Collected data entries
----------

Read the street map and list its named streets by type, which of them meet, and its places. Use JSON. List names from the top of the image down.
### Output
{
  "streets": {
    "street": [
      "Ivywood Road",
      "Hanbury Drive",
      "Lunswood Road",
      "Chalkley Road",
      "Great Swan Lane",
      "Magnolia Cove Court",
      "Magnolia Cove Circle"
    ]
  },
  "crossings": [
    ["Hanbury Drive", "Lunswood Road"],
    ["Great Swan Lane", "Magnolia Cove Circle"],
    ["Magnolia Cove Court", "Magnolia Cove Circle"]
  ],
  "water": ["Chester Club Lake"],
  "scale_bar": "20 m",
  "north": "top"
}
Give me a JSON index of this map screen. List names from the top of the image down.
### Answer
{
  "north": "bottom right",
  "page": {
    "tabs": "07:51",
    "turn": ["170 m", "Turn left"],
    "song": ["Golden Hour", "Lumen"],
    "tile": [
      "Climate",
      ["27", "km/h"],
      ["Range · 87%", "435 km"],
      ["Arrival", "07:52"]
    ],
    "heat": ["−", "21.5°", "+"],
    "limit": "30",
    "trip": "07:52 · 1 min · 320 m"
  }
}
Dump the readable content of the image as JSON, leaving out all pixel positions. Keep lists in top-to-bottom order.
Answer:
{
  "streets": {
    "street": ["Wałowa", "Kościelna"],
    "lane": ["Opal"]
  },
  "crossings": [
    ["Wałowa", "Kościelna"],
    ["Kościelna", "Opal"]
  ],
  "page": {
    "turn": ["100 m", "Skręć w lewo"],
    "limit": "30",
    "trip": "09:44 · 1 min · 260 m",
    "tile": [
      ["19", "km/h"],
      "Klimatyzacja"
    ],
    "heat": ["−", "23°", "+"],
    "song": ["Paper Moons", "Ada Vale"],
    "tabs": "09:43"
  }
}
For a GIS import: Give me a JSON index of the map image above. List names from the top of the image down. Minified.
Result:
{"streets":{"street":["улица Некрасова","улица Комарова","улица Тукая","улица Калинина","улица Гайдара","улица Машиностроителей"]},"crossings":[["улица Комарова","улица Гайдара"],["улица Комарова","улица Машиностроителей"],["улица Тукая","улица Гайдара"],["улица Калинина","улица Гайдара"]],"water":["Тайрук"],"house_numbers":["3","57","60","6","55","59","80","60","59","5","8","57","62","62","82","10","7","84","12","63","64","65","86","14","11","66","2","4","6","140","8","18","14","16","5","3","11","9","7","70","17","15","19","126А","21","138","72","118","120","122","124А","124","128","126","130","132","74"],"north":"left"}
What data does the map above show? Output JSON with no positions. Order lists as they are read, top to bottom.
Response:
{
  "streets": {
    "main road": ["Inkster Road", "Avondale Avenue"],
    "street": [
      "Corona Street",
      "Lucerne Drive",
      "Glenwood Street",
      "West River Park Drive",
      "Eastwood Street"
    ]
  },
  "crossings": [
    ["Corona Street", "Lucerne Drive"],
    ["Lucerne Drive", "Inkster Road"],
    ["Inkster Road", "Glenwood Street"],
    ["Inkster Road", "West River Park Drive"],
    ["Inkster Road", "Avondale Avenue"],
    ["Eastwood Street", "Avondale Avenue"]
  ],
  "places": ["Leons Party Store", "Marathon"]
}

----------

### THE TASK
The answer is the data above, retyped exactly in full.

### REPLY
Read the street map and list its named streets by type, which of them meet, and its places. Use JSON. List names from the top of the image down.
### Output
{
  "streets": {
    "street": [
      "Ivywood Road",
      "Hanbury Drive",
      "Lunswood Road",
      "Chalkley Road",
      "Great Swan Lane",
      "Magnolia Cove Court",
      "Magnolia Cove Circle"
    ]
  },
  "crossings": [
    ["Hanbury Drive", "Lunswood Road"],
    ["Great Swan Lane", "Magnolia Cove Circle"],
    ["Magnolia Cove Court", "Magnolia Cove Circle"]
  ],
  "water": ["Chester Club Lake"],
  "scale_bar": "20 m",
  "north": "top"
}
Give me a JSON index of this map screen. List names from the top of the image down.
### Answer
{
  "north": "bottom right",
  "page": {
    "tabs": "07:51",
    "turn": ["170 m", "Turn left"],
    "song": ["Golden Hour", "Lumen"],
    "tile": [
      "Climate",
      ["27", "km/h"],
      ["Range · 87%", "435 km"],
      ["Arrival", "07:52"]
    ],
    "heat": ["−", "21.5°", "+"],
    "limit": "30",
    "trip": "07:52 · 1 min · 320 m"
  }
}
Dump the readable content of the image as JSON, leaving out all pixel positions. Keep lists in top-to-bottom order.
Answer:
{
  "streets": {
    "street": ["Wałowa", "Kościelna"],
    "lane": ["Opal"]
  },
  "crossings": [
    ["Wałowa", "Kościelna"],
    ["Kościelna", "Opal"]
  ],
  "page": {
    "turn": ["100 m", "Skręć w lewo"],
    "limit": "30",
    "trip": "09:44 · 1 min · 260 m",
    "tile": [
      ["19", "km/h"],
      "Klimatyzacja"
    ],
    "heat": ["−", "23°", "+"],
    "song": ["Paper Moons", "Ada Vale"],
    "tabs": "09:43"
  }
}
For a GIS import: Give me a JSON index of the map image above. List names from the top of the image down. Minified.
Result:
{"streets":{"street":["улица Некрасова","улица Комарова","улица Тукая","улица Калинина","улица Гайдара","улица Машиностроителей"]},"crossings":[["улица Комарова","улица Гайдара"],["улица Комарова","улица Машиностроителей"],["улица Тукая","улица Гайдара"],["улица Калинина","улица Гайдара"]],"water":["Тайрук"],"house_numbers":["3","57","60","6","55","59","80","60","59","5","8","57","62","62","82","10","7","84","12","63","64","65","86","14","11","66","2","4","6","140","8","18","14","16","5","3","11","9","7","70","17","15","19","126А","21","138","72","118","120","122","124А","124","128","126","130","132","74"],"north":"left"}
What data does the map above show? Output JSON with no positions. Order lists as they are read, top to bottom.
Response:
{
  "streets": {
    "main road": ["Inkster Road", "Avondale Avenue"],
    "street": [
      "Corona Street",
      "Lucerne Drive",
      "Glenwood Street",
      "West River Park Drive",
      "Eastwood Street"
    ]
  },
  "crossings": [
    ["Corona Street", "Lucerne Drive"],
    ["Lucerne Drive", "Inkster Road"],
    ["Inkster Road", "Glenwood Street"],
    ["Inkster Road", "West River Park Drive"],
    ["Inkster Road", "Avondale Avenue"],
    ["Eastwood Street", "Avondale Avenue"]
  ],
  "places": ["Leons Party Store", "Marathon"]
}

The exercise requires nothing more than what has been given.